Do we have a thread on 'Window' yet??


----------



## jadin (Jun 27, 2004)

So i've posted it many times... so sue me


----------



## LaFoto (Jun 28, 2004)

We do, indeed, have another thread on windows somewhere, if I remember right... I can go through the themes pages for you and locate it, shall I?


----------



## LaFoto (Jun 28, 2004)

Here it is: this one being more of an "in the inside looking out"-theme, while the other "windows" could become the "on the outside looking in"-theme... Hm...


----------



## danalec99 (Jun 28, 2004)

LaFoto said:
			
		

> We do, indeed, have another thread on windows somewhere, if I remember right... I can go through the themes pages for you and locate it, shall I?

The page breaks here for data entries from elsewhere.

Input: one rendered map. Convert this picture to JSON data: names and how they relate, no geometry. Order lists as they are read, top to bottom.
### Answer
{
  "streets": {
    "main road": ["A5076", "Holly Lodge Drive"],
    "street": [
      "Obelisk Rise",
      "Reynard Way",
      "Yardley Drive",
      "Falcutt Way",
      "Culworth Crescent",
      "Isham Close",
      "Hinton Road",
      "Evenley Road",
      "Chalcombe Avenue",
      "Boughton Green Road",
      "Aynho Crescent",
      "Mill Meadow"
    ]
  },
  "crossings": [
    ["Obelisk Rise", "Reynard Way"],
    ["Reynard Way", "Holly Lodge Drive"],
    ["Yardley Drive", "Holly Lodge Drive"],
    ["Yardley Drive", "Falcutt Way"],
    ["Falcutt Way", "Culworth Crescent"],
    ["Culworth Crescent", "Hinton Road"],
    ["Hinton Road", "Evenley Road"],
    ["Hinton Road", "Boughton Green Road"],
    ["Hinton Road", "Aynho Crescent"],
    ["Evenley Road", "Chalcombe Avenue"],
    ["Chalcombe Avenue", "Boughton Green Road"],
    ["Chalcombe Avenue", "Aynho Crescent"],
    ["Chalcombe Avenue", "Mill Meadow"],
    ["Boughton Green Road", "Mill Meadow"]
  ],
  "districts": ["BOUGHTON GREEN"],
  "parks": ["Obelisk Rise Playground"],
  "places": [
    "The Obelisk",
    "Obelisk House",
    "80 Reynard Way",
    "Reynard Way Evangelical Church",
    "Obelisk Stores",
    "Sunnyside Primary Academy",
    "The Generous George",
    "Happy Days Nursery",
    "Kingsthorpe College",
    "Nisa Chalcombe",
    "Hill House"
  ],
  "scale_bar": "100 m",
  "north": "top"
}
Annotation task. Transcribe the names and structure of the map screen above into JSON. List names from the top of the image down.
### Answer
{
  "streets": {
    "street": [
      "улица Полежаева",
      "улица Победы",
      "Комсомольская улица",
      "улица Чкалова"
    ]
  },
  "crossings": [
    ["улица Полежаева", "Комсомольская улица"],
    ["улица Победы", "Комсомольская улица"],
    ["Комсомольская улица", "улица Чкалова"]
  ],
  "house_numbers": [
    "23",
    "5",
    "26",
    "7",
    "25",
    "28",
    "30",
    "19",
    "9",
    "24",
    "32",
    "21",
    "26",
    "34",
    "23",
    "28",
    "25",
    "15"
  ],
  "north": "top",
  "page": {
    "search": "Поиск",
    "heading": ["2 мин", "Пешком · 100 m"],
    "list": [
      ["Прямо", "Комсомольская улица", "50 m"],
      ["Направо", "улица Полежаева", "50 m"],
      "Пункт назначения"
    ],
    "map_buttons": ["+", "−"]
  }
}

If that is not asking too much  Thanks 

I did however run a search on Window which generated a whole bunch of pages. Didn't have time to go thru all the pages.


----------



## mox (Jul 1, 2004)

I was at a client's office yesterday

~40th floor

Montreal - Direction: east
We can see the Jacques-Cartier Bridge and the Olympic Stadium


----------



## Lungfarmer (Jul 2, 2004)

My window view at night


----------



## ZacKrohn (Jul 2, 2004)

> was at a client's office yesterday
> 
> ~40th floor
> 
> ...


 thats funny I looked at the pic first and said wow that must be montreal nice shots everyone...Can I take a shot from my glass door...is that a window?


----------



## CrazyAva (Jul 3, 2004)

I think a glass door counts as a window...I don't have a view.......so I won't even attempt it, but love the shots!


----------



## ats (Jul 18, 2004)

mox said:
			
		

> I was at a client's office yesterday
> 
> ~40th floor
> 
> ...




hey I know that view.. your in the place ville marie building 
I used to live there ! cool shoit, made my heart warm....


----------



## molested_cow (Jul 18, 2004)

Back when i was still in Singapore.


















Miserable Detroit






.


----------



## Grosh (Jul 21, 2004)

i really like the first two, heres a few from my room



























cross processed:


----------



## Alison (Jul 27, 2004)

My window view..


----------



## anua (Oct 30, 2004)

yesterday


----------



## anton980 (Dec 18, 2004)

Maybe bumping this thread will resurrect it? 
Here's my addition.  Ijust took it from my balcony.  A lousy photo, but a nice view.


----------



## Geronimo (Dec 18, 2004)

Nothing fancy, just the view from my deck taken this summer.


----------



## Nytmair (Dec 19, 2004)

out of my bedroom window


----------



## JonMikal (Dec 19, 2004)




----------



## cactus waltz (Dec 20, 2004)

Uh. How much for your apartment, jonmikal?


----------



## Xmetal (Dec 20, 2004)

50 paces from my backdoor!


----------



## Nytmair (Dec 20, 2004)

Xmetal.. do you get sunsets that way? or is that where the sun rises? Either way...... you have no excuse to have no good sunset/rise pictures now that were know you live there :LOL:


----------



## black_z (Dec 20, 2004)

my mountain view...


----------



## Xmetal (Dec 21, 2004)

Nytmair said:
			
		

> Xmetal.. do you get sunsets that way? or is that where the sun rises? Either way...... you have no excuse to have no good sunset/rise pictures now that were know you live there :LOL:



I live on the eastern side of the lake so getting a good sunset shot requires me to go for a wander over to the other side of the point of land i live on, so I just make do with what i can see form my wharf. 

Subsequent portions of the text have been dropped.